ACTIVITY: Return every line from the records below that has the word "hidden".

>>>

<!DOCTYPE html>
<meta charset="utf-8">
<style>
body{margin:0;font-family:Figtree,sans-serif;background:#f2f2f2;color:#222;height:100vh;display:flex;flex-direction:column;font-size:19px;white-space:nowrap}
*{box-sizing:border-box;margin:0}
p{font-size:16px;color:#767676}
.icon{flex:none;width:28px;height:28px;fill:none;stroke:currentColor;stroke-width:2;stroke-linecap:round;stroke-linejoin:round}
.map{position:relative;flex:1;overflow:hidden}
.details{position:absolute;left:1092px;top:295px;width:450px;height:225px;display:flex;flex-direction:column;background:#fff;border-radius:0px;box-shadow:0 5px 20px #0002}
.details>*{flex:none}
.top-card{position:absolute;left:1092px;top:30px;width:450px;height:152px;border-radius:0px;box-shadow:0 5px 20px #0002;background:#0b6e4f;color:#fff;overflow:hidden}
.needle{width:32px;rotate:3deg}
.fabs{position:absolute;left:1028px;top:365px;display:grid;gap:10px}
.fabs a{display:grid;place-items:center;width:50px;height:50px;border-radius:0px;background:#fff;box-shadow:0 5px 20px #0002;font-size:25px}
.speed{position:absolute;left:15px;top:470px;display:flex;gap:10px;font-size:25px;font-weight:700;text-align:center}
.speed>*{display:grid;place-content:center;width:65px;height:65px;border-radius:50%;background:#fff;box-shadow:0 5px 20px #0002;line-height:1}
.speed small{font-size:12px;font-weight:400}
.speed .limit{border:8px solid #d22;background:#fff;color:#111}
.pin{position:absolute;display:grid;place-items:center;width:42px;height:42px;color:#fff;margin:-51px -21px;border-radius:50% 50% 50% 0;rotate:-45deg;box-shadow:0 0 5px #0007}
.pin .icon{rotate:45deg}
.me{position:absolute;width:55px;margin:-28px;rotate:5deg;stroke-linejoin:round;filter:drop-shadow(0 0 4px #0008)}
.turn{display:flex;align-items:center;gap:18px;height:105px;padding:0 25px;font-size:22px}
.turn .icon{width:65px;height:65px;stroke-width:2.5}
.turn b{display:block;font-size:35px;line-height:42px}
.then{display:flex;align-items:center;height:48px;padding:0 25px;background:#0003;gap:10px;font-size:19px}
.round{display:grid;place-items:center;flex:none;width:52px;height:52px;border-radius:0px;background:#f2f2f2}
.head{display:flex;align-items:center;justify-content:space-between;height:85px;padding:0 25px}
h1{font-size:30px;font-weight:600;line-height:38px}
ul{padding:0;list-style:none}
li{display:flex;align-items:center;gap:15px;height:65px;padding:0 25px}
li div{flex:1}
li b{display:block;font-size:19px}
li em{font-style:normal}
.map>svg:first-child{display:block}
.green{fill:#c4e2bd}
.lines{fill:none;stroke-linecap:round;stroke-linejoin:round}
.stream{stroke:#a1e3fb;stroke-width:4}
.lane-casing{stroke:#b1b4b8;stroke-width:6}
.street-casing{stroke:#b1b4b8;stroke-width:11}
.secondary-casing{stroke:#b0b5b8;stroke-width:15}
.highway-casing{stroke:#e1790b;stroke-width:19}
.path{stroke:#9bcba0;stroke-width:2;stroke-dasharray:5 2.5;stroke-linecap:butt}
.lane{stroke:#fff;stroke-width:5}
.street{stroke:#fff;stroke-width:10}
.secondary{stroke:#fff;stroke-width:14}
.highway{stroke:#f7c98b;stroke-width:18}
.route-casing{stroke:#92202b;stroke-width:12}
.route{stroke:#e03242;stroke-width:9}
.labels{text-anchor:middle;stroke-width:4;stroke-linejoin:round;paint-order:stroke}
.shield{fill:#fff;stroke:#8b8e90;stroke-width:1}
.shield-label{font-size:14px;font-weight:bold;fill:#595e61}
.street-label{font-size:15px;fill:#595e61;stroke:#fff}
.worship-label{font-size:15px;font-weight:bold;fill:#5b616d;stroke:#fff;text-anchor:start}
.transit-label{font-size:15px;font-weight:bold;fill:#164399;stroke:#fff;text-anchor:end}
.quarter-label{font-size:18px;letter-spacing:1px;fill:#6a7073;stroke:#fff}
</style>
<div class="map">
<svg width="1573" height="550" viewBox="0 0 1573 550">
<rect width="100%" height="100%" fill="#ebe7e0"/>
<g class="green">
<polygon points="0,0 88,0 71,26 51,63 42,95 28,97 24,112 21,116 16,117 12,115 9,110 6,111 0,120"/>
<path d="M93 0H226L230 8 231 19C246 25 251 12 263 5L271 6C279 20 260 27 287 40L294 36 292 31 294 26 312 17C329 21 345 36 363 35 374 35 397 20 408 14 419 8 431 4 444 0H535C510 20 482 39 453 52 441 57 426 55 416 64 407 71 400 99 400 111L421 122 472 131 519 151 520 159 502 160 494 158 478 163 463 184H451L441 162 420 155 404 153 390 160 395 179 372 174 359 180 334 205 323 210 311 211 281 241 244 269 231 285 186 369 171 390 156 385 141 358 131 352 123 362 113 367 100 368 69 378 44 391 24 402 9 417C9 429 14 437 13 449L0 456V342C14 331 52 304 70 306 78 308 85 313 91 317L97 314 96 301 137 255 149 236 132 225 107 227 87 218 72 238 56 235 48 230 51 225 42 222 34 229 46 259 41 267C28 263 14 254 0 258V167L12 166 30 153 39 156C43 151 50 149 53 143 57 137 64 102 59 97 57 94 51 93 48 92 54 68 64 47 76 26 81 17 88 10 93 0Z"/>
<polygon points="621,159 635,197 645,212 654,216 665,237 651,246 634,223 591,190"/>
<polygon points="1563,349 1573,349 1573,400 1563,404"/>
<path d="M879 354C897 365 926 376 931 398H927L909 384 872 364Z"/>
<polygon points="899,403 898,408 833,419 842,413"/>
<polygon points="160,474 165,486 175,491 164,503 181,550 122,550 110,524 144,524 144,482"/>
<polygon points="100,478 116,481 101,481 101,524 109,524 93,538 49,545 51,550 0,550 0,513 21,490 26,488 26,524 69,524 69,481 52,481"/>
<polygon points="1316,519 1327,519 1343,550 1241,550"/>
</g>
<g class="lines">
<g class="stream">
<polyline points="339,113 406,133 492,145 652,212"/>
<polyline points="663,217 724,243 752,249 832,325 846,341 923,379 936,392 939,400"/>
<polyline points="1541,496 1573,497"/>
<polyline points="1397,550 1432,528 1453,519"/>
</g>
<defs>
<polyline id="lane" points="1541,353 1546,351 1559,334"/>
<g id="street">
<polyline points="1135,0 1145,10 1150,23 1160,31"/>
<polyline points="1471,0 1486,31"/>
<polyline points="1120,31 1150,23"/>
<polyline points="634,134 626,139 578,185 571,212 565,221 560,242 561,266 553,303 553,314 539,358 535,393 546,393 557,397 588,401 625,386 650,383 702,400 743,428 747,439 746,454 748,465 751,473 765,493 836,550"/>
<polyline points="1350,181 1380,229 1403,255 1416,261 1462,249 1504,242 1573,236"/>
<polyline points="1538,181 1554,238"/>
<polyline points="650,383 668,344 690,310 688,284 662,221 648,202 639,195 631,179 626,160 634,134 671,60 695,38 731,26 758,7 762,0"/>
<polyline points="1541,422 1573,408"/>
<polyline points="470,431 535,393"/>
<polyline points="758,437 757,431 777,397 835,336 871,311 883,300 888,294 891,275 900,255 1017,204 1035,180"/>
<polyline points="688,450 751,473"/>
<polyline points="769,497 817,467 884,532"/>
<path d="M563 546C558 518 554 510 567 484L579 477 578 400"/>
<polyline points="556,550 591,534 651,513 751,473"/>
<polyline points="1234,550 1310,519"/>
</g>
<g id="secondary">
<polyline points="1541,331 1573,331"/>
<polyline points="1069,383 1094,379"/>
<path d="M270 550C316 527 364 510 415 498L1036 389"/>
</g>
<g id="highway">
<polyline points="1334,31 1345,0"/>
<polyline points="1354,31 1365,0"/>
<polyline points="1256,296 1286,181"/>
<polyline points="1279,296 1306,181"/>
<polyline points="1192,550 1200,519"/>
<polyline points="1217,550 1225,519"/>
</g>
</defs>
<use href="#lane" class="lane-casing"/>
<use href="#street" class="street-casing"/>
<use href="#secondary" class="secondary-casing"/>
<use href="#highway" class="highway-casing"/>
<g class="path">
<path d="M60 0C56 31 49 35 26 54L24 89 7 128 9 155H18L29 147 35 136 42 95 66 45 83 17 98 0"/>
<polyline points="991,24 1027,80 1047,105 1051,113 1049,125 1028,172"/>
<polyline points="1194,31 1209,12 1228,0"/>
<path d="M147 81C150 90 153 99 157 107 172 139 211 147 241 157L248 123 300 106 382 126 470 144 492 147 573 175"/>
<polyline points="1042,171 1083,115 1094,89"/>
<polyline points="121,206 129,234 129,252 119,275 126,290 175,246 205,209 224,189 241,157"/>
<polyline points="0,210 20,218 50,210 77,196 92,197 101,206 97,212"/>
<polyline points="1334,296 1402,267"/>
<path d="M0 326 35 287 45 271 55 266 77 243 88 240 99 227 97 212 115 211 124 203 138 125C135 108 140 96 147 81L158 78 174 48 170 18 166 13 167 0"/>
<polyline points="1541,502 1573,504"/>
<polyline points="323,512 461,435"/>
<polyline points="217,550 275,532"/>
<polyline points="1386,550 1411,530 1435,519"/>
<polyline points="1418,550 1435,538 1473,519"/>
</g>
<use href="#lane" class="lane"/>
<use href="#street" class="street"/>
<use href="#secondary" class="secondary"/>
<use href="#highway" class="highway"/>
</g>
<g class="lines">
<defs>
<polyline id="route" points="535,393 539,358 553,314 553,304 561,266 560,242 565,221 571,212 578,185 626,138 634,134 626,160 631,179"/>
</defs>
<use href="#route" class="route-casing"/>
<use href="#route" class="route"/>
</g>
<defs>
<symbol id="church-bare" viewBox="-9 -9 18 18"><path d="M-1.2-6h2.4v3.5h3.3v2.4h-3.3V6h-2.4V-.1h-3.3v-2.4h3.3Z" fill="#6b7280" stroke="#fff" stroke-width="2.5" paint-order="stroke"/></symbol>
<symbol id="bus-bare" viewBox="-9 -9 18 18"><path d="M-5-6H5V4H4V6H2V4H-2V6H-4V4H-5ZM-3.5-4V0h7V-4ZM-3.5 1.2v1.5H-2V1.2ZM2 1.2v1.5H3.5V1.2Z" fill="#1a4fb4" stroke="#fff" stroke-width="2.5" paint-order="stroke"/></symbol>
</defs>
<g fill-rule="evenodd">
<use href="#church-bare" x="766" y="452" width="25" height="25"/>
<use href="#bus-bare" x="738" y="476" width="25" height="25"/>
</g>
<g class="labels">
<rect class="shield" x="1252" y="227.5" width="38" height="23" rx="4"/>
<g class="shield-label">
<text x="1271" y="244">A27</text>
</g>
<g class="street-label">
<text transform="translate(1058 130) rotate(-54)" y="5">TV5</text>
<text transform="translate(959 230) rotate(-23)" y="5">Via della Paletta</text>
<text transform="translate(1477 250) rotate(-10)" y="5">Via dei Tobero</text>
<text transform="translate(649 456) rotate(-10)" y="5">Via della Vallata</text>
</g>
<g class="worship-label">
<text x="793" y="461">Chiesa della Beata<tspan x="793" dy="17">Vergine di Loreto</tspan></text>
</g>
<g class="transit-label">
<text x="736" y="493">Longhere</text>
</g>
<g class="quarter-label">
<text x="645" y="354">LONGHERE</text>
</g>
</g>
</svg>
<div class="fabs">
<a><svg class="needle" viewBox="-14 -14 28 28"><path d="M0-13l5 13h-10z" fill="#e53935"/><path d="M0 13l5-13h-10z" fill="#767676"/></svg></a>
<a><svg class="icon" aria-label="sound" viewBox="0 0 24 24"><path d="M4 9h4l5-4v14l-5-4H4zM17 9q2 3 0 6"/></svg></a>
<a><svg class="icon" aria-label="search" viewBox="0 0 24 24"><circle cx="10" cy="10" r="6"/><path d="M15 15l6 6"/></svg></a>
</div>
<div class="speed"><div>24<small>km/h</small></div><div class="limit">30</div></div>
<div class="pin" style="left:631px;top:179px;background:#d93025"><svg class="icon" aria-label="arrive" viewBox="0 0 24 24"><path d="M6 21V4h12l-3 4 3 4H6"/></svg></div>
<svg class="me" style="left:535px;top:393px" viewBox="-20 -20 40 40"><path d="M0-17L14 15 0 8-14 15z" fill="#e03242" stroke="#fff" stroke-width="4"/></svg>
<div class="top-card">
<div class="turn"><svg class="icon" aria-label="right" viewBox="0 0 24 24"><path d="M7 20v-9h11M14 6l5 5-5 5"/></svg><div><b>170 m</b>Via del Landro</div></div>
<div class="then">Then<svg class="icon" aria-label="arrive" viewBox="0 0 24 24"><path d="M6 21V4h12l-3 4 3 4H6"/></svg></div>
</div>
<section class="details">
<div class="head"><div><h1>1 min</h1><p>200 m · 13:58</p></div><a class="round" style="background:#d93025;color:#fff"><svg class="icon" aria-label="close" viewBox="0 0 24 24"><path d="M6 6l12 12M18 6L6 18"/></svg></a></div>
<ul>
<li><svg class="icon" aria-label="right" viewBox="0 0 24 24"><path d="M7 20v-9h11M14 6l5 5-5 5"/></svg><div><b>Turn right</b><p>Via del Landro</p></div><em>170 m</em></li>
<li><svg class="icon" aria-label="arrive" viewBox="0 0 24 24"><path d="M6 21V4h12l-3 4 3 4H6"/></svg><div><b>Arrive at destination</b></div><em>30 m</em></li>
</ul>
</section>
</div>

<<<

EXERCISE OUTPUT:
.map{position:relative;flex:1;overflow:hidden}
.top-card{position:absolute;left:1092px;top:30px;width:450px;height:152px;border-radius:0px;box-shadow:0 5px 20px #0002;background:#0b6e4f;color:#fff;overflow:hidden}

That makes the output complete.